MalFCS: An effective malware classification framework with automated feature extraction based on deep convolutional neural networks

Abstract Identifying the family of malware can determine their malicious intent and attack patterns, which helps to efficiently analyze large numbers of malware variants. Methods based on traditional machine learning often require a lot of time and resources in feature engineering. Virtually all existing static analysis methods based on malware visualization are derived from grayscale images, while a single low-order feature representation may be detrimental to discovering hidden features in a malware family. Based on these problems, this paper proposes an effective malware classification framework (MalFCS) based on malware visualization and automated feature extraction. MalFCS includes mainly three modules: malware visualization, feature extraction, and classification.
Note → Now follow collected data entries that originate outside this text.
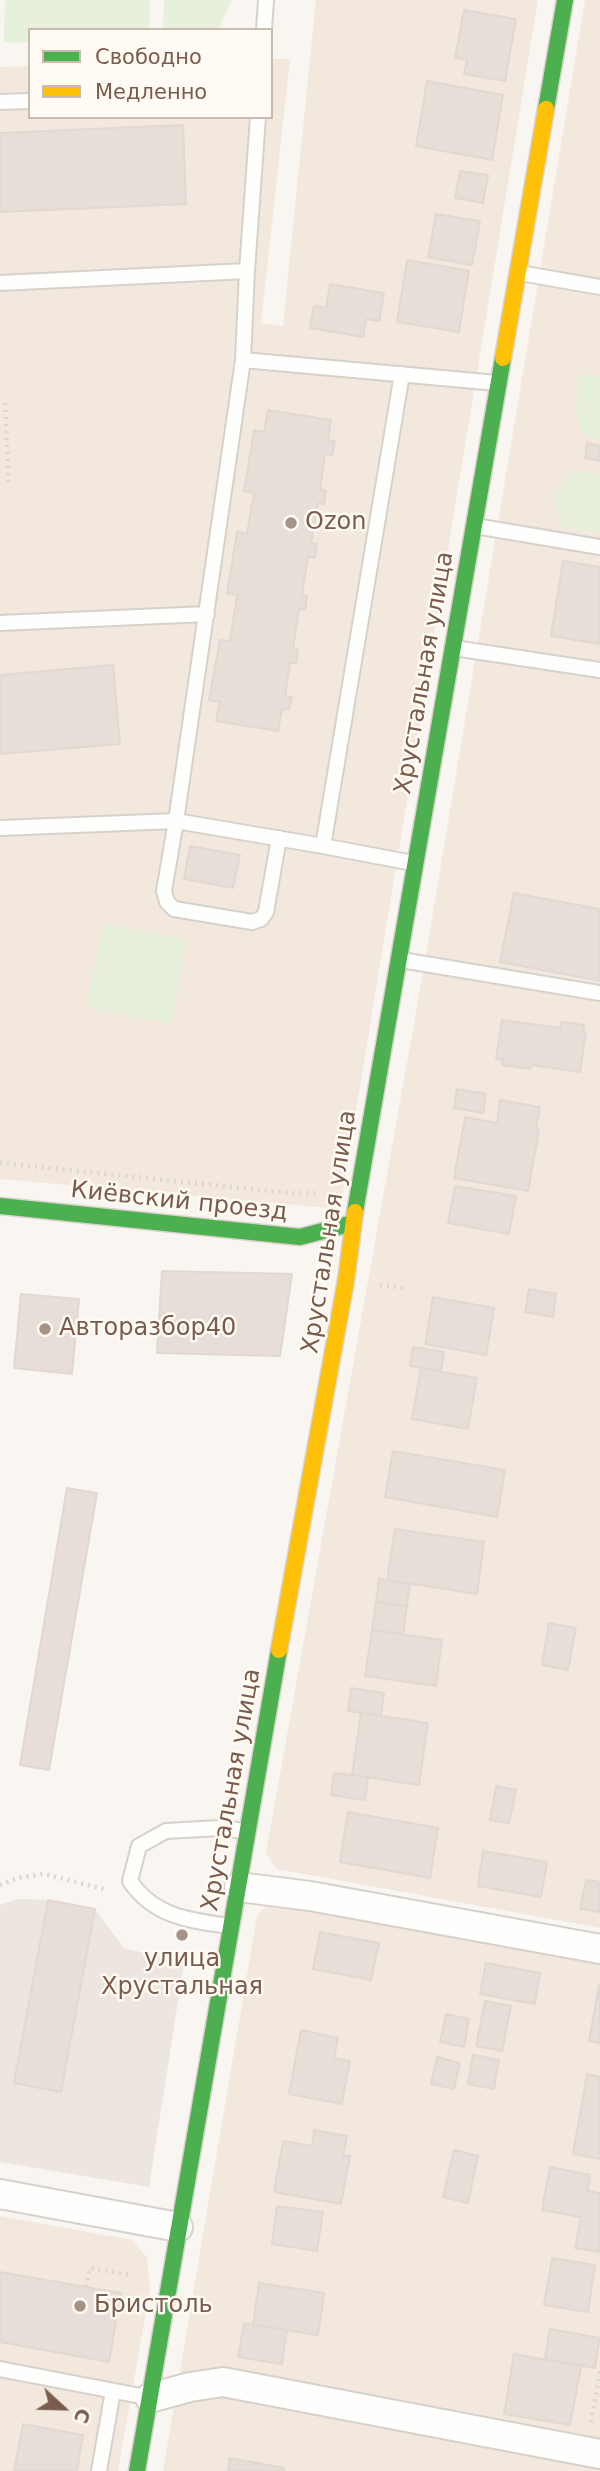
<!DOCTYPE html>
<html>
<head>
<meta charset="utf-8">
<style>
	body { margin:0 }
	#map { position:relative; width:600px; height:2471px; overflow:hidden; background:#f9f5f0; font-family:"DejaVu Sans",sans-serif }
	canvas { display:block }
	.legend { position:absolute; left:28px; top:28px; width:245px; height:91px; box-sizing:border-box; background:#fffaf3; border:2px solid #cabbb1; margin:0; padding:9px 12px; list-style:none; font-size:21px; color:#7a5c4d }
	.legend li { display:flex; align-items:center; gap:14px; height:35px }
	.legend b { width:35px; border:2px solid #cabbb1 }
	.north { position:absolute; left:28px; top:2373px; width:70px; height:70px; -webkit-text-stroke:5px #fffaf3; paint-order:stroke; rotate:112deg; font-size:19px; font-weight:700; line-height:28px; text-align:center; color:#7a5c4d }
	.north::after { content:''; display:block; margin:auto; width:24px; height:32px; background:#7a5c4d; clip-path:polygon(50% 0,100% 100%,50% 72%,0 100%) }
</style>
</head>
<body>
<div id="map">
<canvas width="600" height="2471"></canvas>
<ul class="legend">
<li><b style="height:9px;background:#4caf50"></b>Свободно</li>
<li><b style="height:9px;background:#ffc107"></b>Медленно</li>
</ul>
<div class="north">С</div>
</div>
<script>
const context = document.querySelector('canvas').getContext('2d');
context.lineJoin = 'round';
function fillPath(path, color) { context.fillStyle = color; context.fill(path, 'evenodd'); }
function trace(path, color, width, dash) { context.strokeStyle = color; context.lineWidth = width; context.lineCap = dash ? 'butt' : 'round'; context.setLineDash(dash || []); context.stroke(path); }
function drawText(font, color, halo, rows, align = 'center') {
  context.font = font + ' "DejaVu Sans",sans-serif'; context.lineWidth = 5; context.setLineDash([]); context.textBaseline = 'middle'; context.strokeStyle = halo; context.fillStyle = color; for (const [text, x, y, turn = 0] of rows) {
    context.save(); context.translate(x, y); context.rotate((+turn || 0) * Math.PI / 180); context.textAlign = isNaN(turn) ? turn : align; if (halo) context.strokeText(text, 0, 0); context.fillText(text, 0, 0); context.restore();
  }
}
const residential = new Path2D(`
	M 316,0 L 538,0 L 340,1209 L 0,1179 L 0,67 L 30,66 L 30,117 L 271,117 L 271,59 L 290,59 L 261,323 L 283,326 Z
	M 585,0 L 600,0 L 600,1928 L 277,1869 L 266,1853 L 421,984 Z
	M 269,1903 L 600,1959 L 600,2471 L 163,2471 L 257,1916 Z
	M 0,2216 L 132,2240 L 147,2258 L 150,2289 L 118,2471 L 0,2471 Z`);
const industrial = new Path2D(`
	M 17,1899 L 48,1900 L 95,1909 L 124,1948 L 184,1963 L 149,2187 L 0,2162 L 0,1905 Z`);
const green = new Path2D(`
	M 5,0 L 150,0 L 149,30 L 30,30 L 30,43 L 4,42 Z
	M 164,0 L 232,0 L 218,30 L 163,30 Z
	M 578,375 L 600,376 L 600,438 L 583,434 L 576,411 Z
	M 574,471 L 600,474 L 600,531 L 590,533 L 561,527 L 554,497 Z
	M 103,924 L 187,940 L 171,1024 L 86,1007 Z`);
const building = new Path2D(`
	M 464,10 L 516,19 L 505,81 L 464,74 L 467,60 L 455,58 Z
	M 427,81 L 503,95 L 492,160 L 416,146 Z
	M 183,125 L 186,204 L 0,212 L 0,133 Z
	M 460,171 L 488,175 L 483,203 L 455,198 Z
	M 436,214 L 480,221 L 472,265 L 428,257 Z
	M 407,260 L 469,271 L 459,332 L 397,322 Z
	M 330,284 L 384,293 L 379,321 L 366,319 L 363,337 L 310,328 L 314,306 L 326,308 Z
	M 268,410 L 331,420 L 328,440 L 335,441 L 332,455 L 325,454 L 320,489 L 326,491 L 324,504 L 318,503 L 311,543 L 317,544 L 315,558 L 308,557 L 302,595 L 307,596 L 305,610 L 299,609 L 293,649 L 298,650 L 296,663 L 290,663 L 285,696 L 292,697 L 289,710 L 282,709 L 278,731 L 216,721 L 220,702 L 209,700 L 220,640 L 230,641 L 237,595 L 227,593 L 237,532 L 247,534 L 254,493 L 244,491 L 254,430 L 264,432 Z
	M 587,443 L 600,446 L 600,461 L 585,458 Z
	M 563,561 L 600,567 L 600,644 L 551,636 Z
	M 113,665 L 120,744 L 0,754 L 0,675 Z
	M 190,846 L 240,855 L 233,888 L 184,879 Z
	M 514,893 L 600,909 L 600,981 L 500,962 Z
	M 502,1020 L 560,1028 L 561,1022 L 584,1025 L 583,1032 L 586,1032 L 580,1072 L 531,1065 L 530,1069 L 502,1065 L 503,1060 L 496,1059 Z
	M 457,1089 L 486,1094 L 483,1113 L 454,1108 Z
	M 500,1100 L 540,1107 L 536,1129 L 539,1130 L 528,1191 L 454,1178 L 465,1117 L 497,1123 Z
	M 455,1186 L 516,1196 L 509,1234 L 448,1223 Z
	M 162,1271 L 292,1274 L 280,1356 L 157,1353 Z
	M 529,1289 L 556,1294 L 553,1317 L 525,1312 Z
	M 21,1294 L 79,1299 L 72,1374 L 14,1368 Z
	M 433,1297 L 494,1308 L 486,1355 L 425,1344 Z
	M 413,1347 L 444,1352 L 441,1371 L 410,1366 Z
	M 421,1368 L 477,1378 L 468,1429 L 412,1419 Z
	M 393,1451 L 505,1470 L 497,1517 L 385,1497 Z
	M 67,1488 L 97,1493 L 49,1770 L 20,1765 Z
	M 395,1529 L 484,1542 L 477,1594 L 387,1580 Z
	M 379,1579 L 410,1584 L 407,1606 L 376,1602 Z
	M 376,1602 L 407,1606 L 403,1634 L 372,1630 Z
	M 549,1623 L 576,1628 L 568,1670 L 542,1665 Z
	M 372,1630 L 442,1640 L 436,1686 L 365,1676 Z
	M 351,1688 L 384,1693 L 381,1716 L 348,1711 Z
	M 361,1713 L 428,1723 L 419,1785 L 352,1775 Z
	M 334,1773 L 368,1777 L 365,1800 L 331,1795 Z
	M 496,1786 L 516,1790 L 509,1823 L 490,1820 Z
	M 348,1812 L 438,1828 L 430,1878 L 340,1862 Z
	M 483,1851 L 547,1862 L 541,1897 L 478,1886 Z
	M 586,1880 L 600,1882 L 600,1912 L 580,1909 Z
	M 48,1900 L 95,1909 L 61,2092 L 14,2083 Z
	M 320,1932 L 379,1943 L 371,1980 L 313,1969 Z
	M 486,1963 L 540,1973 L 535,2004 L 480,1994 Z
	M 599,1985 L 600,1985 L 600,2043 L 589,2041 Z
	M 485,2001 L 511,2006 L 502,2051 L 476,2046 Z
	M 446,2014 L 469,2019 L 464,2047 L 440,2042 Z
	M 301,2030 L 338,2038 L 334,2058 L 350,2061 L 342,2104 L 289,2094 Z
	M 473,2055 L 499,2060 L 494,2089 L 468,2084 Z
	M 437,2057 L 460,2063 L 454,2089 L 431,2084 Z
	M 587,2074 L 600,2077 L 600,2159 L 573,2154 Z
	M 314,2130 L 347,2136 L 343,2155 L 350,2156 L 341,2204 L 274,2192 L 283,2141 L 312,2146 Z
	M 454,2150 L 478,2156 L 468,2203 L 443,2197 Z
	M 550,2167 L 590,2175 L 588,2191 L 600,2193 L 600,2252 L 575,2248 L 581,2217 L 542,2210 Z
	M 277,2206 L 323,2212 L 317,2251 L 272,2244 Z
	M 552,2258 L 595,2265 L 588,2312 L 544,2305 Z
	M 0,2272 L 121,2293 L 109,2362 L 0,2342 Z
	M 259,2283 L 324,2293 L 318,2335 L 253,2325 Z
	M 244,2323 L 287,2330 L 282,2364 L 238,2357 Z
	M 550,2329 L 600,2338 L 595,2368 L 545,2359 Z
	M 514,2354 L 581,2366 L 570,2425 L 504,2414 Z
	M 23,2424 L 83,2435 L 77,2471 L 14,2471 Z
	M 230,2458 L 284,2468 L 284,2471 L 228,2471 Z`);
const path = new Path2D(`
	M 5,403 L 9,487
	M 0,1163 L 291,1193 L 318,1193
	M 380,1285 L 407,1289
	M 0,1885 L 17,1878 L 44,1874 L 108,1890
	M 86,2287 L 90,2268 L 132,2275
	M 591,2422 L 600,2371`);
const lane = new Path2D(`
	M 264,30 L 266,0
	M 0,102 L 30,101
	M 520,273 L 600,287
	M 0,283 L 247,271
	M 243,360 L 497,383
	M 402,374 L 323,846 L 413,863
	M 475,526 L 600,547
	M 0,623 L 207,614
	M 454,648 L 600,670
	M 0,828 L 176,821 L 243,360 L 247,271 L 258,117
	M 279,838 L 266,912 L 261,919 L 252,922 L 174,909 L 167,902 L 164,891 L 176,821 L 323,846
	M 401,960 L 600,993
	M 231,1926 C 191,1921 154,1917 130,1881 L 139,1846 L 166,1831 L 220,1828 L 245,1831
	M 0,2369 L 146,2397
	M 99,2471 L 113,2391`);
const street = new Path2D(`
	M 239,1887 L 310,1896 L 600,1949
	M 0,2194 L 178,2227
	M 150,2398 L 190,2387 L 223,2382 L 600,2454`);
const fast = new Path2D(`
	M 546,109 L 565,0
	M 0,1206 L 300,1237 L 353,1223
	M 355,1212 L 503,358
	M 137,2471 L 279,1650`);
const slow = new Path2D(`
	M 503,358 L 546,109
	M 279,1650 L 346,1280 L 355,1212`);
const markers = [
	[291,523,7,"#a69286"],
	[45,1329,7,"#a69286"],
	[182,1935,7,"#a69286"],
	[80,2306,7,"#a69286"]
];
const poiNames = [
	["Ozon",305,523],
	["Авторазбор40",59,1329],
	["улица",182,1960,"center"],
	["Хрустальная",182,1988,"center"],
	["Бристоль",94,2306]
];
const streetNames = [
	["Хрустальная улица",425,673,-80],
	["Киёвский проезд",179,1202,6],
	["Хрустальная улица",330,1232,-81],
	["Хрустальная улица",232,1790,-80]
];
fillPath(residential, '#f2e8de');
fillPath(industrial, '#ede5e0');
fillPath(green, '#e7f0db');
fillPath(building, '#e6ded7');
trace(building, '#e2d8d2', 2);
trace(lane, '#d7d1cb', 18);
trace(street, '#d7d1cb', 32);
trace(fast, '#d9d2cb', 19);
trace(slow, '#d9d2cb', 19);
trace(path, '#dcd5d0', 4.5, [2, 5]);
trace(lane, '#fefefd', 14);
trace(street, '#fefefd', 28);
trace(fast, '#4caf50', 16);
trace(slow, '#ffc107', 16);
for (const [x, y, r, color] of markers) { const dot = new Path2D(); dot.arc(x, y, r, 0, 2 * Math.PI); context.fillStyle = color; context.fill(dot); trace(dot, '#fffaf3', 2.5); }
drawText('24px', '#7a5c4d', '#fffaf3', poiNames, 'left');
drawText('24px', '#7a5c4d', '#fffaf3', streetNames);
</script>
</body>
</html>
First, we visualize malware binaries as entropy graphs based on structural entropy. Second, we present a feature extractor based on deep convolutional neural networks to extract patterns shared by a family from entropy graphs automatically. Finally, we propose an SVM classifier to classify malware based on the extracted features. We evaluate the proposed MalFCS over two widely studied benchmark datasets, i.e., Malimg and Microsoft. Experimental results show that compared with the state-of-the-art methods, MalFCS can obtain excellent classification performance with accuracy of 0.997 and 1, respectively, achieving the state-of-the-art performance.

[1]  Daniel Gibert,et al.  A Hierarchical Convolutional Neural Network for Malware Classification , 2019, 2019 International Joint Conference on Neural Networks (IJCNN).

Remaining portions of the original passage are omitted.